Eighteen pharmaceuticals occurred in Lake Victoria waters at quantifiable concentrations, with sulfamethoxazole (1-5600 ng L-1), trimethoprim (1-89 ng L-1), tetracycline (3-70 ng L-1), sulfacetamide (1-13 ng L-1), and ibuprofen (6-780 ng L-1) occurring in all water samples. Murchison Bay, the main recipient of sewage effluents, industrial and municipal waste from Kampala city recorded the highest concentrations of pharmaceuticals. All the target pharmaceuticals were detected in sediment samples with ciprofloxacin (2.8-116 ng g-1), levofloxacin (2.2-133 ng g-1) and ibuprofen (6-50 ng g-1) being the most predominant. Most of the target PCPs were found in all the water samples with Triclosan (89-1400 ng L-1), benzophenone (36-1300 ng L-1), and 4-MBC (21-1500 ng L-1) being the most predominant PCPs. Similarly, all the target plasticizers were found in all the water samples with dibutyl phthalate (350-16 000 ng L-1), and bis-(2-ethylhexyl) phthalate (210-23000 ng L-1) being detected in highest concentrations. With respect to OPFRs, TCP (34-9657 ng g-1) was the most predominant followed by TEHP (39-5652 ng g-1), TPP (66-5218 ng g-1) and tris-(2-chloroethyl) phosphate (8.7-946 ng g-1).

Likewise, with the exception of DBP and BEHA (98 % detection frequency), all target plasticizers were quantifiable in all the sediment samples. Generally, the concentrations of all the target ECPs in the lake sediments were several orders of magnitude higher than their respective concentrations in the aqueous phase (water). Ecotoxicological risk assessment for pharmaceuticals showed that sulfamethoxazole, oxytetracycline, erythromycin, and diclofenac pose a high toxic risk to aquatic organisms in both the lake´s water and sediment. A similar assessment showed that; PCPs (triclosan, musk ketone, 4-MBC, BP, TBHA, BHT, 3-MI), plasticizers [dibutyl phthalate, bis-(2-ethylhexyl) adipate, bis-(2-ethylhexyl) phthalate] and OPFRs (TPP, TCEP, EHDPP, TCP, EHDPP, TEHP) pose a high ecotoxic risk to lives of aquatic organisms in the lake (risk quotients, RQ >1).

The sorption behaviour of pharmaceuticals on the sediments was found to depend on the amount of organic carbon with corresponding sorption coefficients being higher for sediment with higher organic content. Diclofenac showed the highest sorption coefficient whereas sulfamethoxazole showed the lowest sorption capacity and is therefore likely to be highly mobile in the aquatic environment. Degradation of selected pharmaceuticals in the lake sediments followed first-order, zero-order and zero-bicameral order kinetics. Carbamazepine showed the longest half-life in both Nakivubo (91days) and Luzira sediments (61days). Carbamazepine was therefore found to be persistent in Lake Victoria sediments since its half-life exceeds the U.S EPA persistence criterion of more than 60 days. Sulfamethoxazole showed the lowest half-life ranging between 2.31 days for biotic degradation to 5.77 days for abiotic degradation.

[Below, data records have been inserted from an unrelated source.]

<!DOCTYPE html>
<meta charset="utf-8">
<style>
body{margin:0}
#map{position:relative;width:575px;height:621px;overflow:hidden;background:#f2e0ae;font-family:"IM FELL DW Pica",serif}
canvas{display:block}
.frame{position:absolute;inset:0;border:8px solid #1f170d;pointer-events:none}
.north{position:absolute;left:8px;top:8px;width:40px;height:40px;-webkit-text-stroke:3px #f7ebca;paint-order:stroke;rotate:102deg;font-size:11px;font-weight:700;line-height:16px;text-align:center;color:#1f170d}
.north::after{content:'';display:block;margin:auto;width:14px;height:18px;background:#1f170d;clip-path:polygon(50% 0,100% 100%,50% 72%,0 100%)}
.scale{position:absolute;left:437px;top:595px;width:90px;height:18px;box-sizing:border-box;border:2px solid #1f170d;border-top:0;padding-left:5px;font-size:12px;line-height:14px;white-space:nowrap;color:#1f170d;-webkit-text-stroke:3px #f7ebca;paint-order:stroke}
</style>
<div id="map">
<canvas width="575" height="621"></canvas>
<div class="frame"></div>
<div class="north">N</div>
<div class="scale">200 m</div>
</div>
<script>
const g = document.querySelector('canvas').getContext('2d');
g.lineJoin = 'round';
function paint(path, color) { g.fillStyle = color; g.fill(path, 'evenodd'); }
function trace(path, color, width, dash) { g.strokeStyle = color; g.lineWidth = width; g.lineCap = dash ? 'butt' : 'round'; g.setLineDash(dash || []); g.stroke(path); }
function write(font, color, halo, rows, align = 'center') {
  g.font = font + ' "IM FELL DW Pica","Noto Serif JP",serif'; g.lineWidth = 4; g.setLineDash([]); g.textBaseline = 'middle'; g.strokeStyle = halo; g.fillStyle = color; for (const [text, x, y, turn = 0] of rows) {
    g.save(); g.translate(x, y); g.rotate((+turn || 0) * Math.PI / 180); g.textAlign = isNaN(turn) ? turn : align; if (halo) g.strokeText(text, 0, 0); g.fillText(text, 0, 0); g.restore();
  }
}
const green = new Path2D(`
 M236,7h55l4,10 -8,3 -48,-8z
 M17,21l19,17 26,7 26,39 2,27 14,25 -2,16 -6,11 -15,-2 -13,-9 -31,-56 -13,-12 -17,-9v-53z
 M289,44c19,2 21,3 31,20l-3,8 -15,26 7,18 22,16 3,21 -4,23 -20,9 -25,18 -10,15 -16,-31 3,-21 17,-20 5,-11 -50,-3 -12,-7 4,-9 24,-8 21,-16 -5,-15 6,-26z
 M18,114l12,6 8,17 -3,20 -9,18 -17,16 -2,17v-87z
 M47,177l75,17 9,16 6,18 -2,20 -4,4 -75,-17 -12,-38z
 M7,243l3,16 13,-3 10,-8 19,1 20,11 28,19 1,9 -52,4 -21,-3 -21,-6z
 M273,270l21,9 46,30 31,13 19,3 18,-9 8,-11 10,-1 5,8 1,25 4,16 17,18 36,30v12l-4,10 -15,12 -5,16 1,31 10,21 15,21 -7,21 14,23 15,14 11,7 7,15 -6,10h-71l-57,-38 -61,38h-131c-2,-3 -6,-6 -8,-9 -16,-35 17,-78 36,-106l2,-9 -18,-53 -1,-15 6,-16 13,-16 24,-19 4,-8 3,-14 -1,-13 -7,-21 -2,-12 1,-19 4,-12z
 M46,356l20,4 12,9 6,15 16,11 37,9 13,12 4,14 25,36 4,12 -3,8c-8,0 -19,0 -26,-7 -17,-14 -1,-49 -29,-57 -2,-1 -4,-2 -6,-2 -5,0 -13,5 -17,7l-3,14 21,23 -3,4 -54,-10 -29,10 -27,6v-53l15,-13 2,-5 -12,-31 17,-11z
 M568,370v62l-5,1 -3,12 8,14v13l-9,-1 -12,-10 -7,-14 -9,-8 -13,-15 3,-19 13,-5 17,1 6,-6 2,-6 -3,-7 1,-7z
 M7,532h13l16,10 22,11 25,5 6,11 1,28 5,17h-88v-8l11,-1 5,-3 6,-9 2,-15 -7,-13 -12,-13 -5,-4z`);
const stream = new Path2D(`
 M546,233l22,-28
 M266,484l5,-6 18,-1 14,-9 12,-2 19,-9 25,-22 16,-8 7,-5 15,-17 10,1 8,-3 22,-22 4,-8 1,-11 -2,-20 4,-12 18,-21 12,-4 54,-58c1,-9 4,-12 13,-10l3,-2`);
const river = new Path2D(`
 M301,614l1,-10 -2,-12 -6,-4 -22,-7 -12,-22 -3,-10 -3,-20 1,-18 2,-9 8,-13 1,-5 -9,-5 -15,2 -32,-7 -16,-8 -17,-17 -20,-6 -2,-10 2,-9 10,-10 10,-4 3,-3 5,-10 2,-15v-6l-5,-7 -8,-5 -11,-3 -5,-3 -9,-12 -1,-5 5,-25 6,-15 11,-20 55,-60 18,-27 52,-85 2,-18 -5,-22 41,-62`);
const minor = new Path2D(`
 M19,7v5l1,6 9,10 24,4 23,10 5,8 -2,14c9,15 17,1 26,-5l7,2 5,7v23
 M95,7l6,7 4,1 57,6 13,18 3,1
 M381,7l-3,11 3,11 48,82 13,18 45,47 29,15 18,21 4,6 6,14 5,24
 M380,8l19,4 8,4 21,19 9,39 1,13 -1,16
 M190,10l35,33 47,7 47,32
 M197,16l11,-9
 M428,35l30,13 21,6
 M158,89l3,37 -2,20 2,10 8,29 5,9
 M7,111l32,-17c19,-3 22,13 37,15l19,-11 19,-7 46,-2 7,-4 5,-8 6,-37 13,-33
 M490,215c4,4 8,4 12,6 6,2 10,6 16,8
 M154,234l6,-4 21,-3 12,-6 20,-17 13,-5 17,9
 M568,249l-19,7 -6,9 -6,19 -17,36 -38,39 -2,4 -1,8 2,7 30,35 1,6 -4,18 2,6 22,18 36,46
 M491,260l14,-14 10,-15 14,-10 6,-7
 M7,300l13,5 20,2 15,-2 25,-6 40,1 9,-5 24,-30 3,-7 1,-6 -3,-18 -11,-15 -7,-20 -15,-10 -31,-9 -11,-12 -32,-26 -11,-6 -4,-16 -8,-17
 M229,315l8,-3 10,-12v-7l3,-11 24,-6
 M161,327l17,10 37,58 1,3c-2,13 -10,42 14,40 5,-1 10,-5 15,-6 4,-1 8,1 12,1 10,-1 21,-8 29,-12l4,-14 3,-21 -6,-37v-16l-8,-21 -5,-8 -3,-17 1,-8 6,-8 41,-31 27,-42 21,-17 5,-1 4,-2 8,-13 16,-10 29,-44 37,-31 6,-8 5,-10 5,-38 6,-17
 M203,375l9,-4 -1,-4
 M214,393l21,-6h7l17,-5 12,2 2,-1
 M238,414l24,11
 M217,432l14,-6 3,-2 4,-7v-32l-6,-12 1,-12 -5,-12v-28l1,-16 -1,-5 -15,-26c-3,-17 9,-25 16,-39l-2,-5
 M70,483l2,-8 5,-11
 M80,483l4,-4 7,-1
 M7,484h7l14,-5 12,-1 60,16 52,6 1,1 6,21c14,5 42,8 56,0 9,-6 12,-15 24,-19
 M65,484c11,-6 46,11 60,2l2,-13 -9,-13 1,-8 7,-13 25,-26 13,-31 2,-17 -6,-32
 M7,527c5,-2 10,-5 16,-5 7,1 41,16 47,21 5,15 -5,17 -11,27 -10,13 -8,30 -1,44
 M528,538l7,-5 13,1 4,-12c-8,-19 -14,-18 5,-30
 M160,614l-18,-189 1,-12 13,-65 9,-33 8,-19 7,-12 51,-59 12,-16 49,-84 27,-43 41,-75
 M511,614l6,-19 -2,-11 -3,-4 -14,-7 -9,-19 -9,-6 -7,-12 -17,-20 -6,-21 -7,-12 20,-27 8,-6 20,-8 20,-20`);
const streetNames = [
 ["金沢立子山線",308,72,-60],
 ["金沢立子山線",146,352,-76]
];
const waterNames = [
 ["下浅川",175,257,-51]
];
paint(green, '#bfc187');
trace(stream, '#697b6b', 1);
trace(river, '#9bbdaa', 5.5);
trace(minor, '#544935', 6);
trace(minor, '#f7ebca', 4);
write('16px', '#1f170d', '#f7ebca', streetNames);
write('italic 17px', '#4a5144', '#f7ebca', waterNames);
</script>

The fate of the selected ECPs within Lake Victoria was simulated using a Quantitative Water Air Sediment Interaction (QWASI) model. The model predicted the residence times (years) of sulfamethoxazole, trimethoprim, ciprofloxacin, diclofenac, carbamazepine, triclosan, dibutyl phthalate, bis-(2-ethylhexyl) phthalate, tris-(2-chloroethyl) phosphate and tricresyl Phosphate within the lake system as 2.62x10-4, 3.04x10-4, 2.12x10-4, 5.36x10-4, 4.79x10-3, 2.29x10-3, 3.91x10-4, 1.34x10-3 , 3.15x10-4 and 7.8x10-4 respectively.